Transformer calculation

[geraldkinen]

I did this calculation, but I'm not shure that I got it righ? Would somebody check my answer? And If I got it wrong, let me know which formula I should use. Thanks!
The Minimum 75 degrees C. transformer secondary conductor not over 7.5 m long for a 480 volt primary to 208 volt secondary transformer suplied by a 100 ampere primary overcurrent device is: A. 6 awg xhhw al. B. 4 awg rhw al. C. 3 awg thw al. or D. 2 awg use al.
Answer I came up with is D. 2awg use al. using IS=EPXIP/ES

 

[charlie b]

It is not a matter of whether you got the answer right. The person who wrote the question got the question wrong. You don't size the secondary conductors on the basis of the primary OCPD. You base it on the transformer's KVA rating. That number was not given in the question.

To make the question seem even worse, there isn't a standard size transformer for which I would use a 100 amp primary OCPD. For a 50 KVA, I would use a 75 amp primary OCPD. For a 75 KVA, it would be 125 amps.

For the sake of discussion, since it comes closest to matching the given information, let's talk about a 75 KVA. Primary rated current is 90.2 amps. Multiply by 125% and you get 112.8 amps. You could choose to use a 100 amp primary OCPD, if you wished. The secondary current would be 208 amps. Multiply by 125% and you get 260 amps. The minimum 75C aluminum wire with that ampacity is 400 MCM. So I don't understand the available choices.

Bad question!

Edited to add the formula: Secondary rated current equals transformer KVA rating divided by 208 volts, then divided again by 1.732 (the square root of 3).

 

[charlie b]

. . . using IS=EPXIP/ES

OK, so 480 volts times 100 amps divided by 208 volts equals 231 amps. How is a #2 (or any of the other wire choices) going to handle 231 amps?

Are you certain you are presenting the question correctly?

 

[Jim Shorts]

240.21(C)(6)(1) (2005 NEC) reads that the secondary conductors must have an ampacity not less than the value of the primary to secondary voltage ratio (2.3) multiplied by 1/3 (33.3) of the rating of the overcurrent device protecting the primary of the transformer. Therefore:
2.3 x 33.3 = 76.92 minimum ampacity thus #2 aluminum conductors.

 

[charlie b]

OK, thanks Jim. Now I see their intent. But I will still call it a bad question. It spoke of secondary conductors, not of a transformer secondary tap. So I would look for conductors that can handle the rated load.

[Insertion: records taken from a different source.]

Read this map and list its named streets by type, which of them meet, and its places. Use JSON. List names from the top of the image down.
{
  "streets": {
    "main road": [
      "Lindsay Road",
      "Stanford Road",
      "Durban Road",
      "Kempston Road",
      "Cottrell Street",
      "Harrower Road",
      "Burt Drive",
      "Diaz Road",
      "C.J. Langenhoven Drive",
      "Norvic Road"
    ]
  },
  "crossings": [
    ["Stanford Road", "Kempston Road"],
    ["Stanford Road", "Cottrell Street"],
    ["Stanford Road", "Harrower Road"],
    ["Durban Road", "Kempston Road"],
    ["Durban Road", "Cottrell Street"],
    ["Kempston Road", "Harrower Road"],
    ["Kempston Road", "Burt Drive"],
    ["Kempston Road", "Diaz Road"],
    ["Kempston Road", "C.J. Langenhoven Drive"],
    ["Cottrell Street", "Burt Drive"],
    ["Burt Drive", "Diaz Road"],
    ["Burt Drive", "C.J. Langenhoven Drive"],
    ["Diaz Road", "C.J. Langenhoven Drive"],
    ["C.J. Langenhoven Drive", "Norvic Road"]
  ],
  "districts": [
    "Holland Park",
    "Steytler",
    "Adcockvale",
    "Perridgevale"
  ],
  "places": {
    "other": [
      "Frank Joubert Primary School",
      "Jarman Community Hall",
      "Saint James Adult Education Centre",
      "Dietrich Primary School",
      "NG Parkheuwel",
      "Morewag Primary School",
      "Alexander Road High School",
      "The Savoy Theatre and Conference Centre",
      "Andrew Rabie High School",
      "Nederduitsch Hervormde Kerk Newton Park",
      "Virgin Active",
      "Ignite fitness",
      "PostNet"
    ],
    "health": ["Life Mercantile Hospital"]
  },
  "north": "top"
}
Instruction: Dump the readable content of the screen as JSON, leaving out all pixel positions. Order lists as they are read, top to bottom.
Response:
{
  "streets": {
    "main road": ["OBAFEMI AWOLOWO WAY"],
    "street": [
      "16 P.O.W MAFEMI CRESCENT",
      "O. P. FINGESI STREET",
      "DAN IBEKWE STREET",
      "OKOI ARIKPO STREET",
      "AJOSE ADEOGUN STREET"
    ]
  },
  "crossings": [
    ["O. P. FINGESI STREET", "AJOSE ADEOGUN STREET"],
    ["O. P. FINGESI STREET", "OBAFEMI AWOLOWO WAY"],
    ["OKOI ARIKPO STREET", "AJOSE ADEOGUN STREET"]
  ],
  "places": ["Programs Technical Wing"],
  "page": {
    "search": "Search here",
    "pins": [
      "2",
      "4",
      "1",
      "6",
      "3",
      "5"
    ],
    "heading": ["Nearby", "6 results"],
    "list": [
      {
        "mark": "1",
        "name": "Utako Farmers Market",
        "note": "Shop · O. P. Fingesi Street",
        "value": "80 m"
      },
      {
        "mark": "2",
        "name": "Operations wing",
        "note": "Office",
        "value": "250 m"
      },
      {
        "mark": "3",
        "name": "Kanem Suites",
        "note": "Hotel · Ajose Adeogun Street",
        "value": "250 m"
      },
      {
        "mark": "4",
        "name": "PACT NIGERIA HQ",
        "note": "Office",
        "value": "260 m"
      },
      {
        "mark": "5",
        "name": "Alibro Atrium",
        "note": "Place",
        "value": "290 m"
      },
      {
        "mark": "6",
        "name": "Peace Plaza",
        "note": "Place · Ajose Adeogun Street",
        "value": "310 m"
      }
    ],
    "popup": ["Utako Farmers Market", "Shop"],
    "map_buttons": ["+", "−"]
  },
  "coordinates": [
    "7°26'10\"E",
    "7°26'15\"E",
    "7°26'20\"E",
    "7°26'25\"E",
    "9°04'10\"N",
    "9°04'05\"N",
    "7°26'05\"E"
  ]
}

Gerald: Listen to Jim, and not to me, on this one at least.

p.s. The difference between your formula and Jim's is that he included the factor of 1/3. I don't know how that would have influenced your choice of cable size, but you appear to have gotten the right answer.

 

[geraldkinen]

xmfr

xmfr

Thanks! That's what i came up with.

 

[geraldkinen]

xmfr

xmfr

OK, thanks Jim. Now I see their intent. But I will still call it a bad question. It spoke of secondary conductors, not of a transformer secondary tap. So I would look for conductors that can handle the rated load.

Gerald: Listen to Jim, and not to me, on this one at least.

p.s. The difference between your formula and Jim's is that he included the factor of 1/3. I don't know how that would have influenced your choice of cable size, but you appear to have gotten the right answer.

Thanks! It is worded weird and I didn't multiply by 125% like you normally would. But that's because of wire not breaker, I think?

 

[charlie b]

. . . I didn't multiply by 125% like you normally would. But that's because of wire not breaker, I think?

Well, I normally figure out the wire size, then the breaker size. SoI suppose that if the wire has a 125% built in, the breaker will too.

But in this particular case, you don't use the 125% because you are not dealing with the entire capacity of the transformer. You are dealing with a single tap, and the formula to which Jim referred does not include a 125% factor.